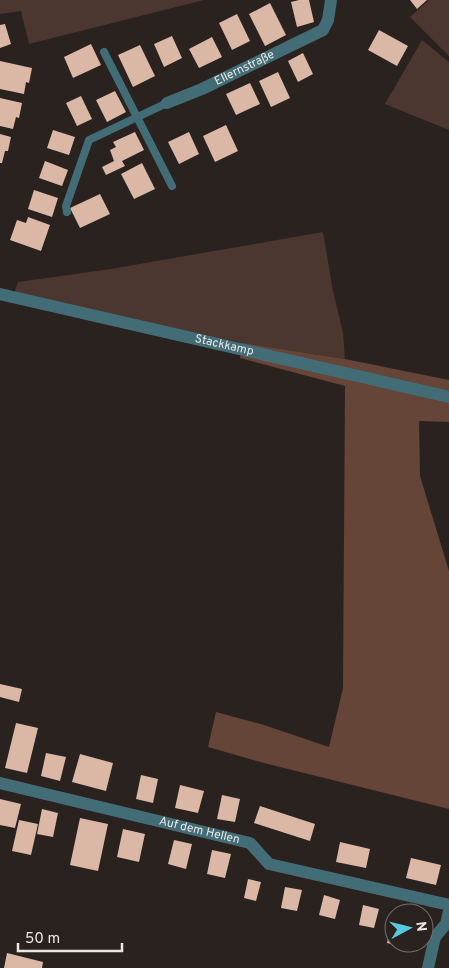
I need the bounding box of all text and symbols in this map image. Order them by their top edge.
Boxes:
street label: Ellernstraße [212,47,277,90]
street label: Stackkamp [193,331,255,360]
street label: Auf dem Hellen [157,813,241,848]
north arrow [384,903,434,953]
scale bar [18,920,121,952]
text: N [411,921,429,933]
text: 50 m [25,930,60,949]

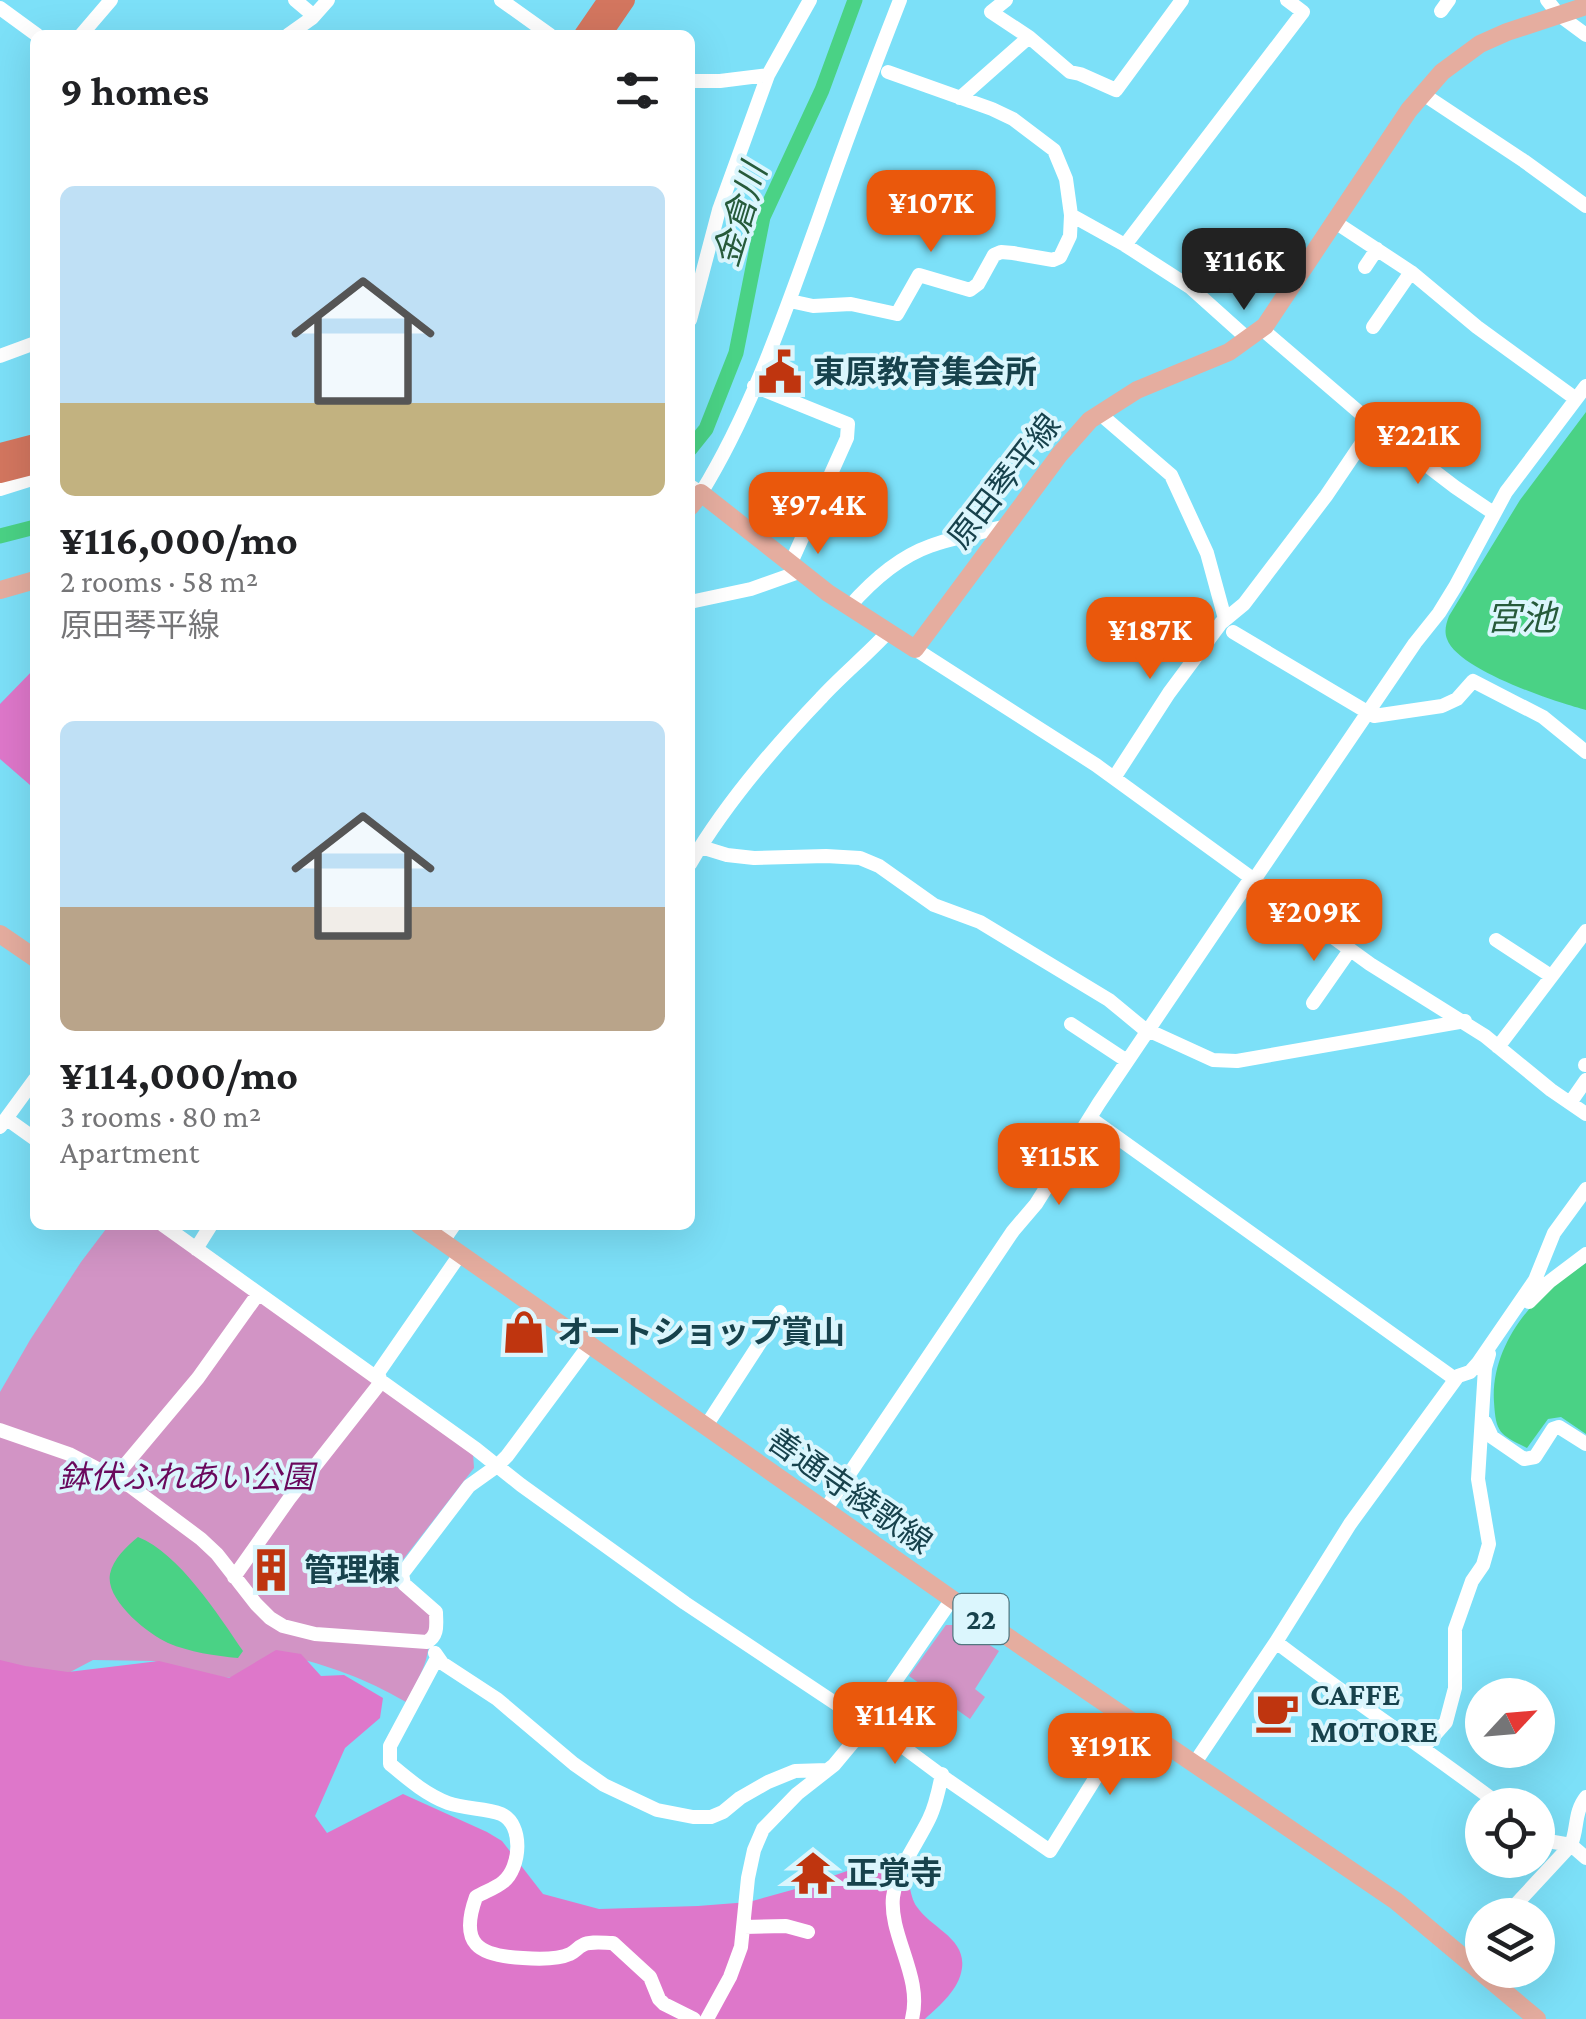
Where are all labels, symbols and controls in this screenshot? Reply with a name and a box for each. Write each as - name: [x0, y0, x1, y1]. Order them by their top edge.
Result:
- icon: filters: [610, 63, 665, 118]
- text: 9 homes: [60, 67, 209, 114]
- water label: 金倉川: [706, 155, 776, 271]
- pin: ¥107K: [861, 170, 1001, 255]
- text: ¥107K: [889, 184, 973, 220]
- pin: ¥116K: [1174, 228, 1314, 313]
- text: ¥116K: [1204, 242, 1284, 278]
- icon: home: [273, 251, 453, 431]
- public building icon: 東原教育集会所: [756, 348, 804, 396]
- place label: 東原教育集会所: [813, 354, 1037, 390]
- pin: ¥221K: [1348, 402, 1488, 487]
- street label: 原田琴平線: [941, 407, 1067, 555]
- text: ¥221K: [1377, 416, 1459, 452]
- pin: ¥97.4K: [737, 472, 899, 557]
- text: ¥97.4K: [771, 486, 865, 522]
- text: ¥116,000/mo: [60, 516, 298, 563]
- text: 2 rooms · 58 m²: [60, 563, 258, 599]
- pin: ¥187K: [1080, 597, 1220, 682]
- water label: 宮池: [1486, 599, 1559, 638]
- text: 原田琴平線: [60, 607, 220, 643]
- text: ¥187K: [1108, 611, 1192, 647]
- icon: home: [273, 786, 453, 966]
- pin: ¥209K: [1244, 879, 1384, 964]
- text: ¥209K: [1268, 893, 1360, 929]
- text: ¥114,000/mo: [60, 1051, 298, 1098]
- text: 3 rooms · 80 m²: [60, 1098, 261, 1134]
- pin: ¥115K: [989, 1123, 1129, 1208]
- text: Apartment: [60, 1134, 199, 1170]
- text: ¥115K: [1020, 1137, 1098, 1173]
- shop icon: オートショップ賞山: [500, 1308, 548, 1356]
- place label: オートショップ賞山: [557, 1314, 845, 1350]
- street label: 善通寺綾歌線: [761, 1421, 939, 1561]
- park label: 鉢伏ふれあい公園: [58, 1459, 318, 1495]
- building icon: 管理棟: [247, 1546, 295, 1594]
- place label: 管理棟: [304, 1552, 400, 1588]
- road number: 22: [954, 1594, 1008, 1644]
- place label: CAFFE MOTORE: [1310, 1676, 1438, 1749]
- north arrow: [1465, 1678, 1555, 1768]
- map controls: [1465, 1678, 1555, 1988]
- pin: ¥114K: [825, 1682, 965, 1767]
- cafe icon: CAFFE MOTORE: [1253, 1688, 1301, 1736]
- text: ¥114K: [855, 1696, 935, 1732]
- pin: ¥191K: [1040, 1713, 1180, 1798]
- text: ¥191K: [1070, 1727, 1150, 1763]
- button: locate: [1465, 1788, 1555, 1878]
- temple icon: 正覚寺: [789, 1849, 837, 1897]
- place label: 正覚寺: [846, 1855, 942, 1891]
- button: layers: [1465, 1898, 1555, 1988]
# # #
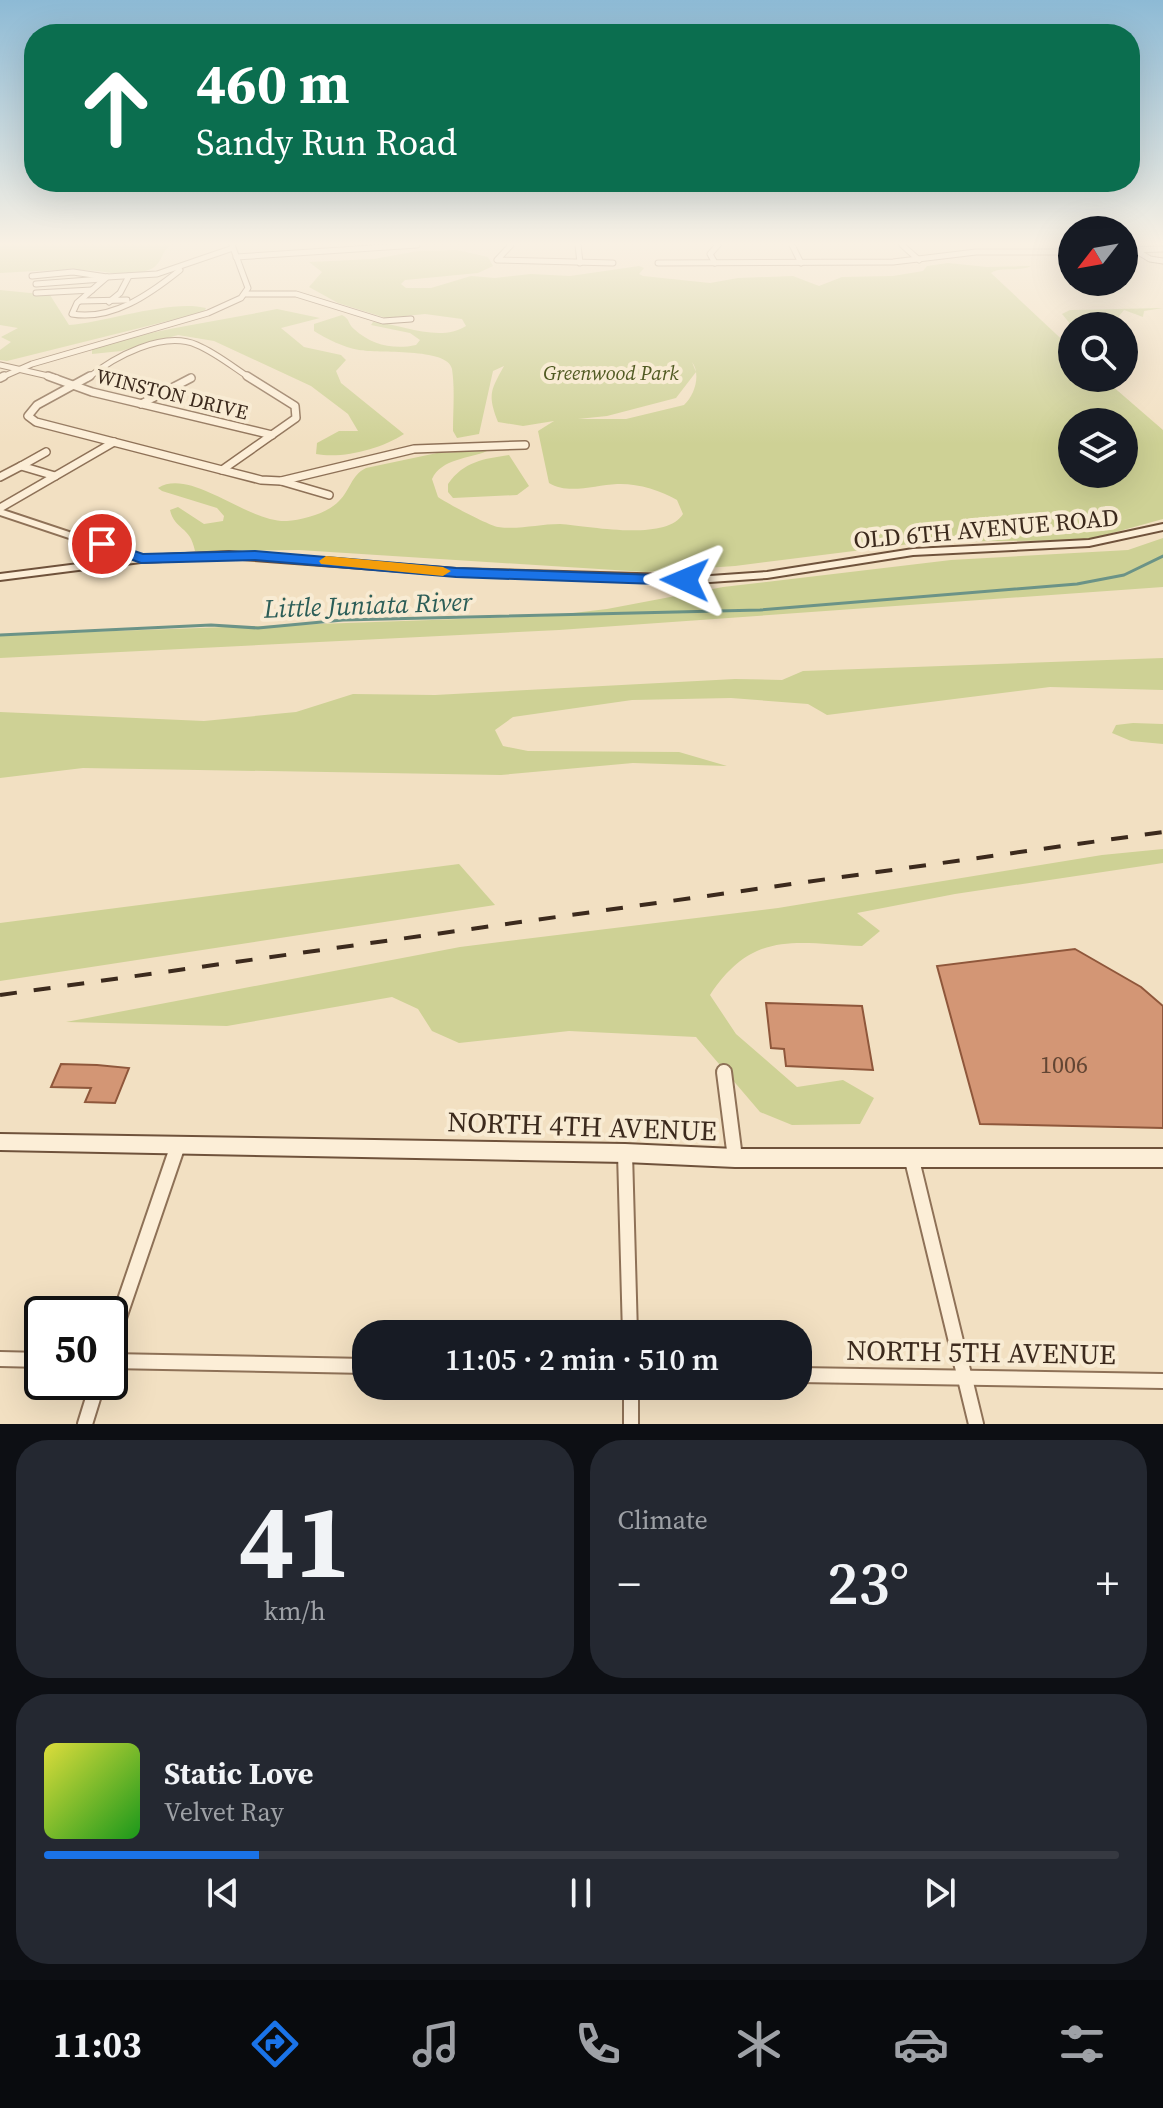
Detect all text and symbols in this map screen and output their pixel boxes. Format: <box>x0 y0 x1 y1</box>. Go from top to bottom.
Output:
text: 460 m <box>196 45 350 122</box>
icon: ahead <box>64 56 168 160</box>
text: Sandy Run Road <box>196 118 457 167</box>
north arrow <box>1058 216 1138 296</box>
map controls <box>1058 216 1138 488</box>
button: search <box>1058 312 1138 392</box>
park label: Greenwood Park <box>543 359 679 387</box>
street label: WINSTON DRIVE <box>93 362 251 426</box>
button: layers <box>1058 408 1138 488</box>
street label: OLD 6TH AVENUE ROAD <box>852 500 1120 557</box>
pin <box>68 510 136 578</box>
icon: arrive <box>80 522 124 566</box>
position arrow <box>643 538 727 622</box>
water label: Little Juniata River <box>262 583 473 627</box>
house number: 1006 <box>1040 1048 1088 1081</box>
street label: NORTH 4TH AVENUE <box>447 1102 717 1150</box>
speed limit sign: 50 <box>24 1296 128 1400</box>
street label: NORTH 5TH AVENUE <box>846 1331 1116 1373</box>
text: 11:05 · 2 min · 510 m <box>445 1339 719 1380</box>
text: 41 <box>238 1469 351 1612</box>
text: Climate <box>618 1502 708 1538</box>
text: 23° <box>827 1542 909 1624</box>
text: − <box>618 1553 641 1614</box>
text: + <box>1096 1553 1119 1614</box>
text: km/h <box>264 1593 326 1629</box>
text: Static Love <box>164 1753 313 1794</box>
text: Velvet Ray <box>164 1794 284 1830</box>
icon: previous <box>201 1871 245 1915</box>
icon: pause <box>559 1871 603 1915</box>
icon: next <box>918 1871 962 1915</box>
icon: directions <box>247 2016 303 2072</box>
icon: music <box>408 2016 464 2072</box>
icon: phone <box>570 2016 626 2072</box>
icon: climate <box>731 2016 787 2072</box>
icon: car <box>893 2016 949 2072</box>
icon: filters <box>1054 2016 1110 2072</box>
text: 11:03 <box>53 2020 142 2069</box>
# # #
### WORK TO BE COMPLETED
Check the lines above and copy each one that includes "controls".

### ANSWER FOR THIS EXERCISE
Where are all labels, symbols and controls in this screenshot? Reply with a name and a box for each. Write each as - name: [x0, y0, x1, y1]. Order them by their top edge.
- map controls: [1465, 1678, 1555, 1988]
map controls <box>1058 216 1138 488</box>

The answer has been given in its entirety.